WHAT YOU ARE ASKED TO DO:
Filter the records for "white" and keep each line that has it.

LISTED ENTRIES:
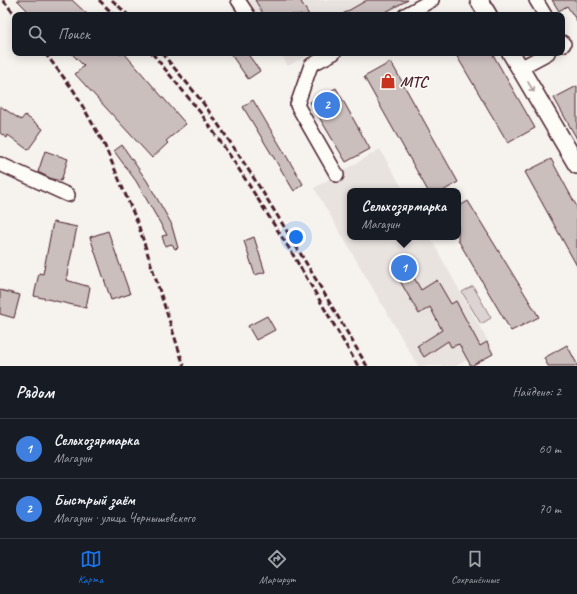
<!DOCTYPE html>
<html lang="ru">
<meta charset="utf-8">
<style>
body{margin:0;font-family:Caveat,sans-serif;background:#242831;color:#f1f3f6}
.you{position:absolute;left:296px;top:237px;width:14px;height:14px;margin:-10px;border:3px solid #fff;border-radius:50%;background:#1a73e8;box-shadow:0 0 0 6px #1a73e833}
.badge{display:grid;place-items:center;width:26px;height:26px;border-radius:50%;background:#1a73e8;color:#fff;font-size:13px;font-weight:700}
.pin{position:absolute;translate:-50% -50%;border:2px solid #fff;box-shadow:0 1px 4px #0006}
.popup{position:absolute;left:347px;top:188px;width:114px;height:52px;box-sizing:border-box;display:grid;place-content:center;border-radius:8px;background:#171b24;filter:drop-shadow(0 1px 3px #0005);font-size:13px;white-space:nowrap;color:#9ea1a6}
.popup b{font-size:15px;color:#f1f3f6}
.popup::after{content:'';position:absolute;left:50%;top:100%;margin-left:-8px;border:8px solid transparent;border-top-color:#171b24}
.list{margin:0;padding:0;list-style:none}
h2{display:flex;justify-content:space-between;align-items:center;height:52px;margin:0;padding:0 16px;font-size:17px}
h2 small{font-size:13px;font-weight:400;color:#9ea1a6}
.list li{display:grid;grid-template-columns:26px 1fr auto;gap:12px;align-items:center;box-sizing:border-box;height:60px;padding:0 16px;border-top:1px solid #363941}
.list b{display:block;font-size:15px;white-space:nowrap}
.list p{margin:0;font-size:13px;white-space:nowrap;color:#9ea1a6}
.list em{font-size:13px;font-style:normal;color:#9ea1a6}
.icon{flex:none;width:22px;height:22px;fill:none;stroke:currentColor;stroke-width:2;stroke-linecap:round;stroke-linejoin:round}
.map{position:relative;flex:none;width:577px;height:366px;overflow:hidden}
.search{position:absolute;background:#171b24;box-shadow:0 2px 10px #0003;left:12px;right:12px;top:12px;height:44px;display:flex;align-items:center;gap:10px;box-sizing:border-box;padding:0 14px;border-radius:8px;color:#9ea1a6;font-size:15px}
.sheet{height:172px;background:#171b24}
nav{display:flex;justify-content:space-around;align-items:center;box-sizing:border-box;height:56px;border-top:1px solid #363941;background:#171b24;font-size:11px;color:#9ea1a6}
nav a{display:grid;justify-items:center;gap:2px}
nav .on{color:#1a73e8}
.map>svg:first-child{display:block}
.built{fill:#e9e3e0}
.green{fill:#dcd4d2;stroke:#937a7e}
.building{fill:#cbbfbe;stroke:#4a1f2b}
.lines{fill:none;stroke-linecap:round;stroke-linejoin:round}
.minor-casing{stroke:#4a1f2b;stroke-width:16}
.tertiary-casing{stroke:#4a1f2b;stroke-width:20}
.minor{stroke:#fdfcf7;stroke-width:13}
.tertiary{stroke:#fdfcf7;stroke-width:17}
.rail{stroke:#4a1f2b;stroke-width:3;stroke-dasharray:6 3;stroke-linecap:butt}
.oneway{stroke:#ac999b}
.labels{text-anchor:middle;stroke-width:3;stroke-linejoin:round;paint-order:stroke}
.poi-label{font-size:16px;font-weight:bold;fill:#4a1f2b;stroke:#fdfcf7;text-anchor:start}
</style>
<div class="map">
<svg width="577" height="366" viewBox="0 0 577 366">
<rect width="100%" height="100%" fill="#f6f3ef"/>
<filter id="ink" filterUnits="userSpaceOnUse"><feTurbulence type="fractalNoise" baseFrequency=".025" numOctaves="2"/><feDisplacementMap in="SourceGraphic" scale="8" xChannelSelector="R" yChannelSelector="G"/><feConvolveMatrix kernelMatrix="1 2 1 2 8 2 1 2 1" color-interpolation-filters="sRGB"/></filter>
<g filter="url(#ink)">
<!-- built -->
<path class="built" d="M247,0H411L383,15H256Z
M280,53H312L288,66Z
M380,149L404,191H350V237H430L491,347L456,366H418L314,188Z"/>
<!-- green -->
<path class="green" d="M473,286L491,318L481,324L462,292Z"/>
<!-- building -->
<path class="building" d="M17,0H72L88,15H32Z
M255,0H300L309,15H264Z
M367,0H408L380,15H341Z
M552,0H577V21L567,6L559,11Z
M71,53H124L186,124L166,141L168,143L152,158L75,74L84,66Z
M230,53H247L260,71L248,79Z
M455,53H492L535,128L508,143Z
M391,62L458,182L443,191H428L364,77Z
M577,86V139L554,98Z
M336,88L370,149L346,162L310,102Z
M253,100L303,184L294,191L243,107Z
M0,106L21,120L25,115L43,129L28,150L8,135L7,138L0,133Z
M122,145L147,181L171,223L178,248L175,249L172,244L165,246L162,236L167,235L136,181L114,151Z
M45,151L68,159L61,181L52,179L38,172Z
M551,159L577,207V266L525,172Z
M468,201L539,317L511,331L458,240V207Z
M53,222L77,227L66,280L90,287L86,308L34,296L39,273L43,274Z
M108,231L130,294L111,300L90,237Z
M254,237L265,272L255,275L244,241Z
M408,267L421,290L437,280L451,304L456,301L480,346L487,342L493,354L471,366L459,344L451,347L448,341L424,357L417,346L442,330L430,307L419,314L396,274Z
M0,290L20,295L14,318L0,314Z
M267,316L275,330L256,340L248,326Z
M567,345L577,364V366H548L544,358Z"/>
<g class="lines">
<!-- minor casing -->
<g class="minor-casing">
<path id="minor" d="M238,0L248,15
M536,0L545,15
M405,15L432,0
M562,42L564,44L562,45
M334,53L311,65L297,105L337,175
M520,68L548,53
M0,164L68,195"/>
</g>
<!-- tertiary casing -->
<g class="tertiary-casing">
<path id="tertiary" d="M479,0L488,15
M511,53L577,165"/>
</g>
<!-- minor -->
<use href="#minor" class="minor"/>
<!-- tertiary -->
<use href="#tertiary" class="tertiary"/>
<!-- rail -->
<path class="rail" d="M3,0L15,15
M99,0L114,15
M112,0L128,15
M45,53L74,91L104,144L138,224L184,366
M152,53L200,112L235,163L292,253L358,366
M162,53C177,72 194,90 208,110C266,192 316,280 367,366"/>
</g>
<!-- one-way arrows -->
<defs><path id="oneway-shaft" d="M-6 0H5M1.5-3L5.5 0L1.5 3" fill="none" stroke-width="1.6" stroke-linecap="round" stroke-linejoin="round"/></defs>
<use class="oneway" href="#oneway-shaft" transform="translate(531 87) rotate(59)"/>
</g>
<!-- icons -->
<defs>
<g id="shop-bare" transform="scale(1.2)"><path d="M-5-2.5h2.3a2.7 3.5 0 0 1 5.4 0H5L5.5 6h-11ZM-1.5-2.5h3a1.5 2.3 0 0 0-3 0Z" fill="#c8321e" stroke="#fdfcf7" stroke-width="2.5" paint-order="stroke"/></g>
</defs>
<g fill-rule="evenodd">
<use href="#shop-bare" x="388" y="81"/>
</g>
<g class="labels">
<!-- poi labels -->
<g class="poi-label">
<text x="400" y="87">МТС</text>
</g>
</g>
</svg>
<div class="you"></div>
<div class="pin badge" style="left:404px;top:268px;background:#3f7fe0">1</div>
<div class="popup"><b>Сельхозярмарка</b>Магазин</div>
<div class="pin badge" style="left:327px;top:105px;background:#3f7fe0">2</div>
<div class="search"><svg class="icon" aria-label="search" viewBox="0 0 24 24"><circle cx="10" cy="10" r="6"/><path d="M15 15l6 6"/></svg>Поиск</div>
</div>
<section class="sheet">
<h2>Рядом<small>Найдено: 2</small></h2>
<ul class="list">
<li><span class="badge" style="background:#3f7fe0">1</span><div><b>Сельхозярмарка</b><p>Магазин</p></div><em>60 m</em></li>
<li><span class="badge" style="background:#3f7fe0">2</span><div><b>Быстрый заём</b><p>Магазин · улица Чернышевского</p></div><em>70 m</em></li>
</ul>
</section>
<nav>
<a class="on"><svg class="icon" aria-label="map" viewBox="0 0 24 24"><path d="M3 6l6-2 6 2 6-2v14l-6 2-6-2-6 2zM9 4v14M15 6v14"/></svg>Карта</a>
<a><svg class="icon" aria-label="directions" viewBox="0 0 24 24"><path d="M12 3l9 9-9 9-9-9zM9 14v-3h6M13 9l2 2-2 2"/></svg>Маршрут</a>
<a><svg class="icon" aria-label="saved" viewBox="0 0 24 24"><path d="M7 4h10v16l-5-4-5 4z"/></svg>Сохранённые</a>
</nav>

TASK RESULT:
.popup{position:absolute;left:347px;top:188px;width:114px;height:52px;box-sizing:border-box;display:grid;place-content:center;border-radius:8px;background:#171b24;filter:drop-shadow(0 1px 3px #0005);font-size:13px;white-space:nowrap;color:#9ea1a6}
.list b{display:block;font-size:15px;white-space:nowrap}
.list p{margin:0;font-size:13px;white-space:nowrap;color:#9ea1a6}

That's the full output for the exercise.